Why is Rishabh Pant more successful in Tests than T20s?
Cheteshwar Puajara says Pant has been a little too “casual” in his assessment of certain players
And so, like a number of batters have done before him in the IPL – including fellow keeper-batters Dinesh Karthik and MS Dhoni – Pant on Tuesday may have been looking to hold himself back with match-ups in mind, with DC still having two overs of Kuldeep Yadav left when Badoni joined Miller. That Pant ended up getting to face just two balls wasn’t in his control; the partnership between Miller and Badoni ended up consuming 34 balls.
For all that, though, there’s one major difference between the cases of Karthik or Dhoni for a delayed entry point and that of Pant. Karthik and Dhoni have been finishers for most of their T20 careers, and for large parts of those careers were deemed to be pace-hitting specialists. Pant has mostly batted through the middle overs, and for much of his career has been a brilliant, unconventional hitter of spin.
Of late, though, his output against spin has dwindled. Pant had strike rates of 147 or more against that style of bowling in each of his first four IPL seasons. Since 2020, he has gone at sub-120 strike rates in four out of five seasons, including the current one.
Pant is just 27, though, and may yet have time on his side to reverse this downturn against spin; Karthik and Dhoni were in their mid-to-late 30s by the time they became pigeonholed as pace-hitters. It’s unlikely Pant sees himself in the finisher’s role in the long term anyway, given the damage his style of play – involving manipulation of fields and hitting the ball in unusual areas – can cause through the middle overs.

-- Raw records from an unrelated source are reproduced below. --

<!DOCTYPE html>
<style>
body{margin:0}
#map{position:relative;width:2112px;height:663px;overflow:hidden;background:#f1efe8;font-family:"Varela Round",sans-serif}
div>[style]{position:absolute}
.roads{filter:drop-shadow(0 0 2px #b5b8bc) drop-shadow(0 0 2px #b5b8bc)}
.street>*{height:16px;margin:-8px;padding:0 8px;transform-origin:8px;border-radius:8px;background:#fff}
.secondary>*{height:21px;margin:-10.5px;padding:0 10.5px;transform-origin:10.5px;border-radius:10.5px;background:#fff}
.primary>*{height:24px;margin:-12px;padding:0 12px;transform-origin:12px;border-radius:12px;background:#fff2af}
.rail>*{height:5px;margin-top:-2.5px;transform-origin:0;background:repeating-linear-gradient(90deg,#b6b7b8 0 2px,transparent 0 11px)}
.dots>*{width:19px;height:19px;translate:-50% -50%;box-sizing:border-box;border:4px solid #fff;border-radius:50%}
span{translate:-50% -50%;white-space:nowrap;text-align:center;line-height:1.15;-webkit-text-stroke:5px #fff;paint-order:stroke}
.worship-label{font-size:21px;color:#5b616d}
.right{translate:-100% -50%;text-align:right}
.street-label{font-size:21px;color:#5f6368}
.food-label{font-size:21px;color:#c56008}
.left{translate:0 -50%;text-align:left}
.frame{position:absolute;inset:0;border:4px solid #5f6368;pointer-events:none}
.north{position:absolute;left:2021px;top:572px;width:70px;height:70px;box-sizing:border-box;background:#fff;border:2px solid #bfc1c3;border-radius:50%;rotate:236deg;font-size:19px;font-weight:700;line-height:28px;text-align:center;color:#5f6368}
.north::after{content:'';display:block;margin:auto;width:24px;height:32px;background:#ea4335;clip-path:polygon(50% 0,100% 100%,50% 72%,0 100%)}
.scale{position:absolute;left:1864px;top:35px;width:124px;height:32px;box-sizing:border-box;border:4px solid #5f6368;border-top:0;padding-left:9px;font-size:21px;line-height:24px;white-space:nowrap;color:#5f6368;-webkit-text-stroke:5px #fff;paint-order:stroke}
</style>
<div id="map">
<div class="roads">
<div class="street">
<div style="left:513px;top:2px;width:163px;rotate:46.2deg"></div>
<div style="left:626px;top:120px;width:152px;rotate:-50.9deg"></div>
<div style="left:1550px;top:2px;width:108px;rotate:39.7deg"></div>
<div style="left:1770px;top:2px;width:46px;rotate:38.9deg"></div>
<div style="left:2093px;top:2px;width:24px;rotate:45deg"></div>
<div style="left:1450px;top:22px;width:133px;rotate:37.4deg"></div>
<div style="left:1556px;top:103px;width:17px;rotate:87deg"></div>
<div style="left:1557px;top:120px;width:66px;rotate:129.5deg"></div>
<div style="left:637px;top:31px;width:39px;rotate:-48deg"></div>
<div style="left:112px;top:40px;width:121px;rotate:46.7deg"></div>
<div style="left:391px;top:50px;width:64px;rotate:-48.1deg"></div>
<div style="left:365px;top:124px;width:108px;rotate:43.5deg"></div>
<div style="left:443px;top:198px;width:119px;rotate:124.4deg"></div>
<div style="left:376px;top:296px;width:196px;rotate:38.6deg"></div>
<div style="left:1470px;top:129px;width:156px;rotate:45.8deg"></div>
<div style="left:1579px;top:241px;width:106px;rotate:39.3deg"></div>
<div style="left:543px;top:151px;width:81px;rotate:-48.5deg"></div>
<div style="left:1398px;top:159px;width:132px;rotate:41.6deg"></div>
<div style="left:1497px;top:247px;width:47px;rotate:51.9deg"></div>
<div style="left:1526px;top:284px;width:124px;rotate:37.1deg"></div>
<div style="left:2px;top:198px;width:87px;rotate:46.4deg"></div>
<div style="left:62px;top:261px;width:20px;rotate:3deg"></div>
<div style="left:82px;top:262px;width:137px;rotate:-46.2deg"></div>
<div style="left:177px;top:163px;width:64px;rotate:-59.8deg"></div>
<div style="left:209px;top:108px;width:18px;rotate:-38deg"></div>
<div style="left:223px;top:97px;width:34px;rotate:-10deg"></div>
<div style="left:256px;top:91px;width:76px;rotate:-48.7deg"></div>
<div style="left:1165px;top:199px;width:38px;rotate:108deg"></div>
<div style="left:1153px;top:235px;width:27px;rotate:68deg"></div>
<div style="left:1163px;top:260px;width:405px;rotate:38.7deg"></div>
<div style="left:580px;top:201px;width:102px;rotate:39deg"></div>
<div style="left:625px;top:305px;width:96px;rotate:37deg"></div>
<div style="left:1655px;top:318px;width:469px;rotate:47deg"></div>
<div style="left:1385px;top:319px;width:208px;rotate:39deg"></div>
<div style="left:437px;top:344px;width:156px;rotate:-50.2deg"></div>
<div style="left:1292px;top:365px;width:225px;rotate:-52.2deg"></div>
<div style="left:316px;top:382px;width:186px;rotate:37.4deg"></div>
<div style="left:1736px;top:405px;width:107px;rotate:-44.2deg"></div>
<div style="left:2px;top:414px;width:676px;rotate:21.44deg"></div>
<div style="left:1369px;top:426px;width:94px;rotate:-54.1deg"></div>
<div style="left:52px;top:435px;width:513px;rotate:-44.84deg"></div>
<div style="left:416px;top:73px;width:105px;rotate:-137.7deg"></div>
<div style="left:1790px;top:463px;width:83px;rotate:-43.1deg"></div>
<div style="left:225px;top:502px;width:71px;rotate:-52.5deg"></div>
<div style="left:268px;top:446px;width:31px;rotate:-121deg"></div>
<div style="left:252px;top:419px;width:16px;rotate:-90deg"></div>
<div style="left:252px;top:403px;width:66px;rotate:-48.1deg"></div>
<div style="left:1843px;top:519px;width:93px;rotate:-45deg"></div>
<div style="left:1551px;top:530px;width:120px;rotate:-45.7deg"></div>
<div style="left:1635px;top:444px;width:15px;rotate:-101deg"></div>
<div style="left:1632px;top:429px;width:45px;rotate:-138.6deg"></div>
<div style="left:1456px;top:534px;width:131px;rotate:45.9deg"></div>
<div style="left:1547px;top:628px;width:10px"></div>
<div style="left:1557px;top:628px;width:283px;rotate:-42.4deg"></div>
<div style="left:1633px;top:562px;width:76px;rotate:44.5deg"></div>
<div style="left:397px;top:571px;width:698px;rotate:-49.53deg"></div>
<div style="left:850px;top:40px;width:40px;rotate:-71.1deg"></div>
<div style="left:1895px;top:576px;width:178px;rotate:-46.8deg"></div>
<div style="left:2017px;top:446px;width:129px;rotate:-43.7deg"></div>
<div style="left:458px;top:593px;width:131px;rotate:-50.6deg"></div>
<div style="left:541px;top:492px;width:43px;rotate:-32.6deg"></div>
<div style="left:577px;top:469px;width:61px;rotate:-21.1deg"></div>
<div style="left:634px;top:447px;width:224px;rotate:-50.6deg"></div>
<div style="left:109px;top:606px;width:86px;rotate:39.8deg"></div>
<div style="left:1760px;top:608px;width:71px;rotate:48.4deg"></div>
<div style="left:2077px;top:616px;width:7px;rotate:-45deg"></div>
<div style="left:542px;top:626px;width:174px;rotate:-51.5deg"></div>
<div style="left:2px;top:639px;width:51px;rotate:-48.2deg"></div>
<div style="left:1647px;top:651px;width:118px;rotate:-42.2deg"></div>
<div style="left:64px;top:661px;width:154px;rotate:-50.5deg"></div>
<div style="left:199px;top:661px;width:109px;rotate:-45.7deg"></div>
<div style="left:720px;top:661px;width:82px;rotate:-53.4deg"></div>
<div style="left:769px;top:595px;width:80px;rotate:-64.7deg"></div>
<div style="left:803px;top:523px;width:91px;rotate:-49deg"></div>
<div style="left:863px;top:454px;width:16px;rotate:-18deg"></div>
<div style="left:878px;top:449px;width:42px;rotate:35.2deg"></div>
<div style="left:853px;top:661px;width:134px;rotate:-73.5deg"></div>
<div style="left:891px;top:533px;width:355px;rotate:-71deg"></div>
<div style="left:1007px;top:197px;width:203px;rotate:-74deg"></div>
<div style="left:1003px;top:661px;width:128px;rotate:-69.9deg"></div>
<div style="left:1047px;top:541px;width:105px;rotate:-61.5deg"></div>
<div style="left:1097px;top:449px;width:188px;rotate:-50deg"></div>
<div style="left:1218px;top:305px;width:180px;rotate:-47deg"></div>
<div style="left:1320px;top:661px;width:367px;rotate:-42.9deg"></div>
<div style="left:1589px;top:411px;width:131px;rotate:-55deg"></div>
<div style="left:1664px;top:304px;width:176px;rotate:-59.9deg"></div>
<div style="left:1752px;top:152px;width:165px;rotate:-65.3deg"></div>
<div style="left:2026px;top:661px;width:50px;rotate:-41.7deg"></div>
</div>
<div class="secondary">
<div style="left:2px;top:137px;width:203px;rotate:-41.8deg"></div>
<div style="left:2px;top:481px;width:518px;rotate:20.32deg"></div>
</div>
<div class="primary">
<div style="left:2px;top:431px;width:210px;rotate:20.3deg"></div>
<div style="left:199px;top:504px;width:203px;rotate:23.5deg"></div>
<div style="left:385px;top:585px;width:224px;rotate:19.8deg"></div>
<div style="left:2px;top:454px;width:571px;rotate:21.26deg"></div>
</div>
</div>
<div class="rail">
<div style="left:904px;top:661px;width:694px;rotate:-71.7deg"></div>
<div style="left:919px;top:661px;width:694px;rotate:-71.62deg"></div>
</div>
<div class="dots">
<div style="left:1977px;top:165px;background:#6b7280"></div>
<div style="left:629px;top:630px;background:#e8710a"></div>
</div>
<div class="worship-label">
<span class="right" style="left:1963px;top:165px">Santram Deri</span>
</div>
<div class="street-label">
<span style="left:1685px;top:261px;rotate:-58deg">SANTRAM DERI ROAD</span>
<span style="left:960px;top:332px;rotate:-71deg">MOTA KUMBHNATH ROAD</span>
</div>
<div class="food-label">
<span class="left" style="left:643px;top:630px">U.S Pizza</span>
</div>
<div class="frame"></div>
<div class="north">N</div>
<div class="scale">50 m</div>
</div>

A top-order role, in fact, is perhaps better suited to Pant’s strengths if he’s looking to avoid a confrontation with spin, or to face it on slightly easier terms, with powerplay field restrictions on his side. But with LSG boasting one of the most in-form opening partnerships of IPL 2025 in Mitchell Marsh and Aiden Markram, and with their No. 3 Nicholas Pooran in exceptional form and sitting second on the Orange Cap standings, there perhaps isn’t a top-order slot for Pant to occupy without causing what he and the team management may feel is unnecessary disruption.
Rishabh Pant came in at No. 7, and was bowled second ball
So the move down to a finisher’s role may be an entirely temporary one tailored to the circumstances LSG and Pant are currently in. It may even just be opponent-specific. In this match against DC, Pant may have felt he was likelier to contribute meaningfully if he avoided a showdown with one of the tournament’s best spinners in Kuldeep. It’s instructive that the one other time he demoted himself in this manner – in LSG’s match against Kolkata Knight Riders on April 8, when he eventually didn’t bat at all – was against another of the IPL’s better spin-bowling teams.

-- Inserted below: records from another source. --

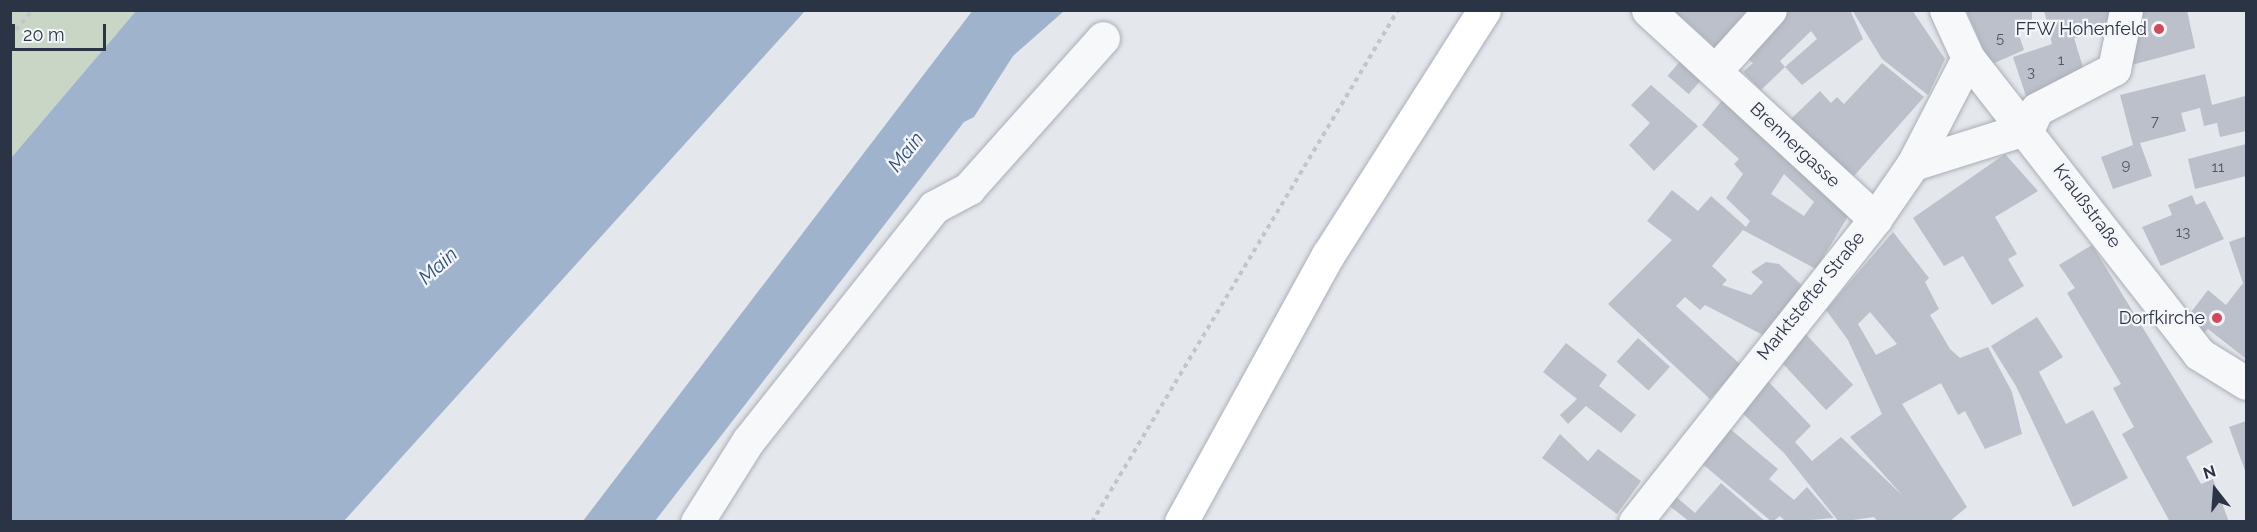 <!DOCTYPE html>
<meta charset="utf-8">
<style>
body{margin:0}
#map{position:relative;width:2257px;height:532px;overflow:hidden;background:#e4e7ec;font-family:Raleway,sans-serif}
div>[style]{position:absolute}
[style*='--x']{left:calc(var(--x)*1px);top:calc(var(--y)*1px);width:calc(var(--w)*1px);rotate:calc(var(--a)*1deg)}
.green>*{inset:0;background:#c9d6c5}
.water>*{inset:0;background:#9fb4cc}
.building>*{inset:0;background:#bbc0ca;transform-origin:0 0}
.path>*{height:4px;margin-top:-2px;transform-origin:0;background:repeating-linear-gradient(90deg,#c2c5cb 0 4.5px,transparent 0 9px)}
.roads{filter:drop-shadow(0 0 2px #a9aeb7) drop-shadow(0 0 2px #a9aeb7)}
.minor>*{height:33px;margin:-16.5px;padding:0 16.5px;transform-origin:16.5px;border-radius:16.5px;background:#f7f8fa}
.major>*{height:33px;margin:-16.5px;padding:0 16.5px;transform-origin:16.5px;border-radius:16.5px;background:#fff}
.dots>*{width:16px;height:16px;translate:-50% -50%;box-sizing:border-box;border:3px solid #f4f6f9;border-radius:50%}
span{translate:-50% -50%;white-space:nowrap;text-align:center;line-height:1.15;-webkit-text-stroke:4.5px #f4f6f9;paint-order:stroke}
.number-label{font-size:15px;color:#4f5766}
.number-label span{-webkit-text-stroke-width:0}
.poi-label{font-size:18px;color:#2b3445}
.right{translate:-100% -50%;text-align:right}
.street-label{font-size:18px;color:#2b3445}
.water-label{font-size:20px;color:#34527a;font-style:italic}
.frame{position:absolute;inset:0;border:12px solid #2b3445;pointer-events:none}
.north{position:absolute;left:2185px;top:460px;width:60px;height:60px;-webkit-text-stroke:4px #f4f6f9;paint-order:stroke;rotate:343deg;font-size:16px;font-weight:700;line-height:24px;text-align:center;color:#2b3445}
.north::after{content:'';display:block;margin:auto;width:21px;height:27px;background:#2b3445;clip-path:polygon(50% 0,100% 100%,50% 72%,0 100%)}
.scale{position:absolute;left:12px;top:24px;width:94px;height:27px;box-sizing:border-box;border:3px solid #2b3445;border-top:0;padding-left:8px;font-size:18px;line-height:21px;white-space:nowrap;color:#2b3445;-webkit-text-stroke:4px #f4f6f9;paint-order:stroke}
</style>
<div id="map">
<div class="green">
<div style="clip-path:polygon(11px 11px,136px 11px,11px 158px)"></div>
</div>
<div class="water">
<div style="clip-path:polygon(973px 10px,1064px 11px,1013px 56px,974px 117px,964px 122px,655px 521px,583px 521px)"></div>
<div style="clip-path:polygon(136px 11px,136px 10px,805px 11px,344px 521px,11px 521px,11px 158px)"></div>
</div>
<div class="building">
<div style="clip-path:polygon(1662px 10px,1756px 10px,1718px 50px,1682px 18px,1677px 24px)"></div>
<div style="clip-path:polygon(evenodd,1784px 10px,1850px 10px,1863px 39px,1802px 85px,1785px 67px,1761px 90px,1743px 72px,1753px 63px,1746px 57px,1784px 10px,1811px 31px,1817px 39px,1785px 67px,1780px 61px,1811px 31px)"></div>
<div style="clip-path:polygon(1852px 10px,1912px 10px,1945px 59px,1928px 95px,1882px 59px)"></div>
<div style="clip-path:polygon(1966px 10px,2032px 10px,2032px 24px,2017px 29px,2024px 50px,1990px 65px)"></div>
<div style="clip-path:polygon(2044px 10px,2118px 10px,2120px 20px,2083px 27px,2085px 36px,2074px 38px,2085px 74px,2027px 99px,2013px 57px,2052px 44px)"></div>
<div style="clip-path:polygon(2128px 10px,2187px 10px,2195px 48px,2128px 66px)"></div>
<div style="left:1684px;top:57px;width:28px;height:25px;rotate:41deg"></div>
<div style="clip-path:polygon(1882px 63px,1924px 97px,1854px 176px,1789px 121px,1820px 91px,1831px 103px,1837px 97px,1844px 104px)"></div>
<div style="clip-path:polygon(2205px 74px,2212px 105px,2245px 96px,2246px 131px,2220px 137px,2217px 123px,2204px 126px,2200px 108px,2181px 113px,2186px 131px,2140px 143px,2152px 176px,2113px 189px,2101px 157px,2133px 145px,2120px 95px)"></div>
<div style="clip-path:polygon(1651px 85px,1698px 126px,1654px 171px,1629px 145px,1650px 123px,1631px 105px)"></div>
<div style="clip-path:polygon(evenodd,1728px 93px,1850px 213px,1816px 269px,1743px 230px,1712px 266px,1727px 280px,1722px 285px,1751px 295px,1763px 282px,1751px 272px,1766px 262px,1779px 264px,1806px 289px,1763px 335px,1705px 305px,1700px 310px,1685px 297px,1676px 306px,1741px 365px,1710px 399px,1608px 304px,1672px 240px,1647px 221px,1672px 190px,1698px 211px,1711px 196px,1746px 227px,1750px 221px,1726px 198px,1743px 174px,1734px 164px,1739px 159px,1702px 125px,1728px 93px,1784px 174px,1814px 202px,1804px 216px,1771px 194px,1784px 174px)"></div>
<div style="clip-path:polygon(2246px 144px,2246px 176px,2195px 189px,2188px 159px)"></div>
<div style="clip-path:polygon(2005px 154px,2038px 191px,1995px 217px,2017px 254px,2008px 259px,2024px 286px,1992px 305px,1963px 256px,1944px 266px,1913px 218px)"></div>
<div style="clip-path:polygon(2192px 195px,2196px 205px,2205px 201px,2224px 239px,2161px 266px,2142px 227px,2172px 215px,2168px 205px)"></div>
<div style="clip-path:polygon(evenodd,1893px 232px,1929px 278px,1925px 282px,1939px 309px,1930px 315px,1950px 349px,1960px 358px,1988px 347px,2012px 392px,2022px 434px,1985px 449px,1965px 411px,1958px 415px,1941px 383px,1902px 404px,1967px 507px,1949px 522px,1878px 522px,1874px 517px,1839px 522px,1784px 453px,1734px 405px,1764px 377px,1811px 426px,1795px 442px,1812px 461px,1841px 437px,1903px 496px,1850px 437px,1882px 414px,1848px 340px,1826px 310px,1893px 232px,1870px 312px,1897px 344px,1876px 355px,1858px 324px,1870px 312px)"></div>
<div style="clip-path:polygon(2246px 236px,2246px 356px,2245px 358px,2208px 329px,2203px 334px,2185px 320px,2208px 290px,2226px 305px,2243px 283px,2229px 242px)"></div>
<div style="clip-path:polygon(2092px 245px,2213px 442px,2186px 457px,2201px 484px,2213px 479px,2229px 522px,2170px 522px,2122px 434px,2134px 427px,2113px 388px,2121px 384px,2067px 293px,2075px 288px,2059px 265px)"></div>
<div style="clip-path:polygon(2037px 317px,2063px 357px,2039px 372px,2066px 424px,2093px 410px,2128px 478px,2073px 507px,2016px 386px,1991px 346px)"></div>
<div style="left:1802px;top:330px;width:75px;height:37px;rotate:47deg"></div>
<div style="left:1638px;top:338px;width:43px;height:32px;rotate:42deg"></div>
<div style="clip-path:polygon(1566px 343px,1607px 375px,1599px 386px,1636px 415px,1621px 433px,1586px 406px,1568px 424px,1560px 415px,1577px 399px,1543px 372px)"></div>
<div style="clip-path:polygon(2246px 421px,2246px 473px,2229px 427px)"></div>
<div style="clip-path:polygon(1723px 423px,1778px 469px,1769px 479px,1794px 500px,1807px 487px,1834px 518px,1786px 522px,1780px 516px,1772px 522px,1694px 457px)"></div>
<div style="clip-path:polygon(1560px 434px,1588px 461px,1598px 449px,1641px 481px,1617px 514px,1542px 458px)"></div>
<div style="clip-path:polygon(1721px 483px,1766px 522px,1690px 522px,1667px 504px,1674px 495px,1695px 513px)"></div>
</div>
<div class="path">
<div style="--x:10;--y:37;--w:35;--a:-50"></div>
<div style="--x:1092;--y:522;--w:596;--a:-59.14"></div>
</div>
<div class="roads">
<div class="minor">
<div style="--x:1648;--y:10;--w:309;--a:42.6"></div>
<div style="--x:1946;--y:10;--w:53;--a:65.4"></div>
<div style="--x:1968;--y:58;--w:375;--a:52"></div>
<div style="--x:2199;--y:354;--w:55;--a:31.7"></div>
<div style="--x:1715;--y:71;--w:82;--a:-48"></div>
<div style="--x:1913;--y:164;--w:121;--a:-17.4"></div>
<div style="--x:2028;--y:128;--w:21;--a:-65"></div>
<div style="--x:2037;--y:109;--w:87;--a:-27.5"></div>
<div style="--x:2114;--y:69;--w:60;--a:-78.5"></div>
<div style="--x:697;--y:522;--w:96;--a:-57.8"></div>
<div style="--x:748;--y:441;--w:299;--a:-51.5"></div>
<div style="--x:934;--y:207;--w:40;--a:-28"></div>
<div style="--x:969;--y:188;--w:201;--a:-48.2"></div>
<div style="--x:1635;--y:522;--w:387;--a:-51.6"></div>
<div style="--x:1875;--y:219;--w:67;--a:-55.4"></div>
<div style="--x:1913;--y:164;--w:119;--a:-62.6"></div>
</div>
<div class="major">
<div style="--x:1181;--y:522;--w:305;--a:-61.2"></div>
<div style="--x:1328;--y:255;--w:290;--a:-57.5"></div>
</div>
</div>
<div class="dots">
<div style="left:2159px;top:29px;background:#d1495b"></div>
<div style="left:2217px;top:318px;background:#d1495b"></div>
</div>
<div class="number-label">
<span style="left:2000px;top:39px">5</span>
<span style="left:2061px;top:61px">1</span>
<span style="left:2031px;top:73px">3</span>
<span style="left:2155px;top:122px">7</span>
<span style="left:2126px;top:166px">9</span>
<span style="left:2218px;top:168px">11</span>
<span style="left:2183px;top:233px">13</span>
</div>
<div class="poi-label">
<span class="right" style="left:2147px;top:29px">FFW Hohenfeld</span>
<span class="right" style="left:2205px;top:318px">Dorfkirche</span>
</div>
<div class="street-label">
<span style="left:1795px;top:145px;rotate:43deg">Brennergasse</span>
<span style="left:2087px;top:206px;rotate:53deg">Kraußstraße</span>
<span style="left:1811px;top:296px;rotate:-51deg">Marktstefter Straße</span>
</div>
<div class="water-label">
<span style="left:906px;top:152px;rotate:-52deg">Main</span>
<span style="left:438px;top:266px;rotate:-42deg">Main</span>
</div>
<div class="frame"></div>
<div class="north">N</div>
<div class="scale">20 m</div>
</div>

There may have been enough reasons, then, for Pant to have held himself back as he did on Tuesday, but one puzzling question still remains: why use Badoni as Impact sub when he could have been part of the starting XI, and allowed LSG to bring in a bowler later in the game? This question has carried a particular sense of urgency in LSG’s last two games, when their bench has included the exciting, 150kph-breaching Mayank Yadav, who is nearing a highly anticipated return from back and toe injuries that have kept him out of action since October 2024.
The answer, perhaps, is that LSG don’t feel Mayank is as yet fit to bowl his full four-over quota, and that they have started their last two games with a five-bowler XI with the idea of potentially bringing Mayank on for a one- or two-over burst if they got through the first half of their match without needing to bolster their batting. That, however, didn’t happen either against RR or DC.